The IR transceivers were received and verified they could be used to help Red Rover’s following operation through directional operation, or it’s “compass”. The aim is to make the pair of transceivers as visible as possible to each other such that within the 15ft of operation, the Rover can at least know where the user is from the Transceiver they have on their body. When testing the transceiver initially it was thought that it was less accurate than the product description and customer reviews on their website had led us to believe, since whenever both or just one was on they were taking in IR signals from all sources and were reacting to every light they were exposed to. This was not ideal as the pair needed to focus only on each other, but the specifications did explain certain fluorescent lights could also affect the transceiver’s operation. Shielding was then attempted to limit the amount of lighting the IR receivers were exposed to, but this was not helping much as the same issue kept occurring.

After some troubleshooting, two adjustments were made when testing the transceivers that proved to help them find the right signal. On their datasheet it showed the transceivers have different ranges based on what input voltage you use to supply their power. This apparently is a major factor to the pair’s IR detecting as the more voltage they are given, the stringer and more accurate the transceivers became. Initially we gave them only voltage from the controller, which was around 5V, but when connected to a wall outlet supplying approximately 8V, a majority of the issues did not occur, and the transceiver was closer to operating as expected. The testing was first done with several IR remotes to verify it can isolate IR signals as can be seen in the Figures 1 and 2, and one worked more accurately then the other, but this could be that one IR remote, since it is for televisions, had a wider angle of operation than the other and was pinging two receivers on the transceiver at once.

Figure 1 & 2: IR transceivers receiving the same signal with low input voltage (above) and higher input voltage (below).

The other remote used proved that the transceiver can indeed isolate an IR signal and provide the direction it is receiving a signal from. Testing on both active at the same time was then done, and what was found was that if the supplied voltage is closer to the maximum voltage, or 16V, the more accuracy and range the two transceivers will have. This will be fine tuned more when one transceiver is installed on the Rover, and one possible way to further increase the accuracy is to extend each of the transceiver’s receivers to the sides of the cart which can possibly help isolate the sides from one another and help it determine which side the other transceiver is on.

In Figure 3 shown below, an initial illustration of this can be seen, where the transceiver is in the center and the four IR sensors can extend out through wiring to each side.

Figure 3: Potential IR transceiver wire placement

During the weekend, the battery charger that was discussed in the previous meeting was purchased and tested that it can charge the battery while still connected to the terminals and other hardware. It was able to charge the batteries and has the cables to connect to the battery terminals while being in the way of the rest of the hardware. Some methods of how to indicate that the battery needs charging were researched, and one way to do this is to include in the Power module an analog voltmeter that can be made from using the Arduino’s analog ports to detect when the battery voltage has passed below a certain threshold of voltage. This will send back either a signal to the user via app or another method indicating that charging must be done before proper operation can continue. The use should then have plenty of time to charge the Rover by manually driving it to a wall with an outlet. In Figure 4 shown here, terminal blocks were also donated to help wire the different components to the battery at once. A diagram of how this could be achieved can be also seen.

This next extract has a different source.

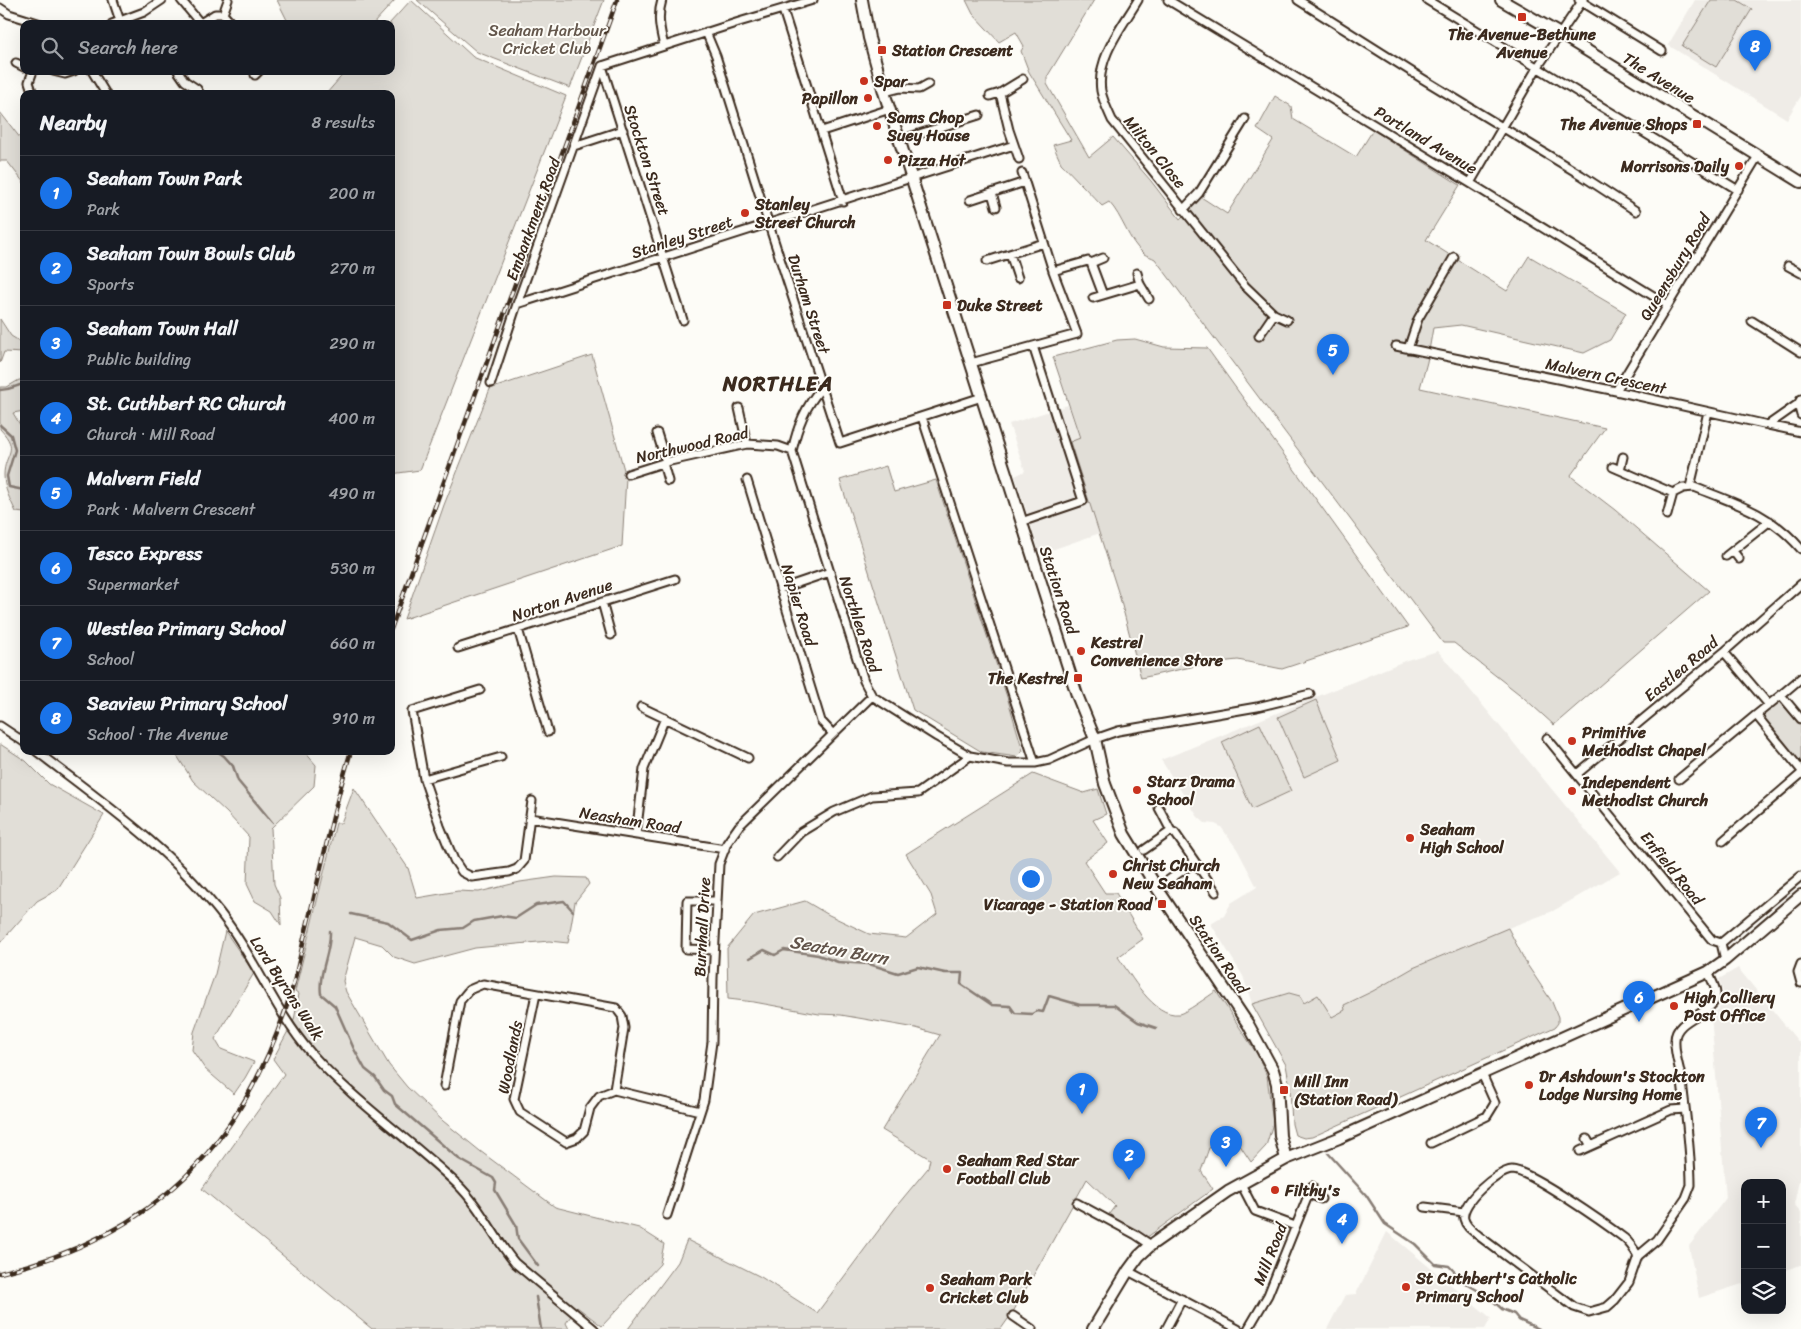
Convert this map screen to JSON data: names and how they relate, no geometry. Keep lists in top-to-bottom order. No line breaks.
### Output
{"streets":{"main road":["The Avenue","Station Road"],"street":["Portland Avenue","Milton Close","Stockton Street","Embankment Road","Stanley Street","Queensbury Road","Durham Street","Malvern Crescent","Northwood Road","Norton Avenue","Napier Road","Northlea Road","Eastlea Road","Neasham Road","Enfield Road","Burnhall Drive","Lord Byrons Walk","Woodlands","Mill Road"]},"crossings":[["The Avenue","Queensbury Road"],["Portland Avenue","Queensbury Road"],["Stockton Street","Embankment Road"],["Stockton Street","Stanley Street"],["Embankment Road","Stanley Street"],["Stanley Street","Durham Street"],["Stanley Street","Station Road"],["Queensbury Road","Malvern Crescent"],["Northwood Road","Northlea Road"],["Station Road","Northlea Road"],["Napier Road","Burnhall Drive"],["Northlea Road","Burnhall Drive"],["Eastlea Road","Enfield Road"],["Neasham Road","Burnhall Drive"]],"districts":["NORTHLEA"],"water":["Seaton Burn"],"parks":["Seaham Harbour Cricket Club"],"places":{"transit":["The Avenue-Bethune Avenue","Station Crescent","The Avenue Shops","Duke Street","The Kestrel","Vicarage - Station Road","Mill Inn (Station Road)"],"other":["Spar","Papillon","Sams Chop Suey House","Pizza Hot","Morrisons Daily","Stanley Street Church","Kestrel Convenience Store","Primitive Methodist Chapel","Starz Drama School","Independent Methodist Church","Seaham High School","Christ Church New Seaham","High Colliery Post Office","Dr Ashdown's Stockton Lodge Nursing Home","Seaham Red Star Football Club","Filthy's","St Cuthbert's Catholic Primary School","Seaham Park Cricket Club"]},"page":{"search":"Search here","pins":["8","5","6","1","7","3","2","4"],"heading":["Nearby","8 results"],"list":[{"mark":"1","name":"Seaham Town Park","note":"Park","value":"200 m"},{"mark":"2","name":"Seaham Town Bowls Club","note":"Sports","value":"270 m"},{"mark":"3","name":"Seaham Town Hall","note":"Public building","value":"290 m"},{"mark":"4","name":"St. Cuthbert RC Church","note":"Church · Mill Road","value":"400 m"},{"mark":"5","name":"Malvern Field","note":"Park · Malvern Crescent","value":"490 m"},{"mark":"6","name":"Tesco Express","note":"Supermarket","value":"530 m"},{"mark":"7","name":"Westlea Primary School","note":"School","value":"660 m"},{"mark":"8","name":"Seaview Primary School","note":"School · The Avenue","value":"910 m"}],"map_buttons":["+","−"]}}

Figure 4 & 5: Terminal blocks (above) and battery connected to battery charger (below)

MIT App inventor

When looking for a method to design an app that would connect to the Rover’s control module, several project app builders were considered and research after the Design proposal was approved. With having very little knowledge on how Android or iOS applications are designed and installed, as well as controlling a phone’s Bluetooth, the group decided to go with a software that would make it easy to develop an app in the software’s environment, and possibly find a way to allow people to get the app on their phone and operate the Rover after a password is input. During the hiatus between summer and fall semesters, the biggest challenge during the initial code building was not only establishing connection between a phone and the Arduino Controller via Bluetooth, but then finding an app that can do that and send different signals from an easy-to-follow menu the user would have access to. LightBlue was a free app that for a while seemed like the only app that could communicate with the Arduino Uno Wi-Fi, as it was designed specifically for BLE devices and the user could specify what type of values one would send to the paired device, whether it was Big/Little Endian, binary, Hex and so forth. It did not, however allow an app or project to be developed within it and could not be called by another app, for example to only be used as a data transmitter. For a while, it was very difficult to find another app that properly connected to the Arduino without losing connection or appearing as an unconnectable device. After much research on project-building apps, MIT app inventor seemed to be the one that allowed all the operation the project needed.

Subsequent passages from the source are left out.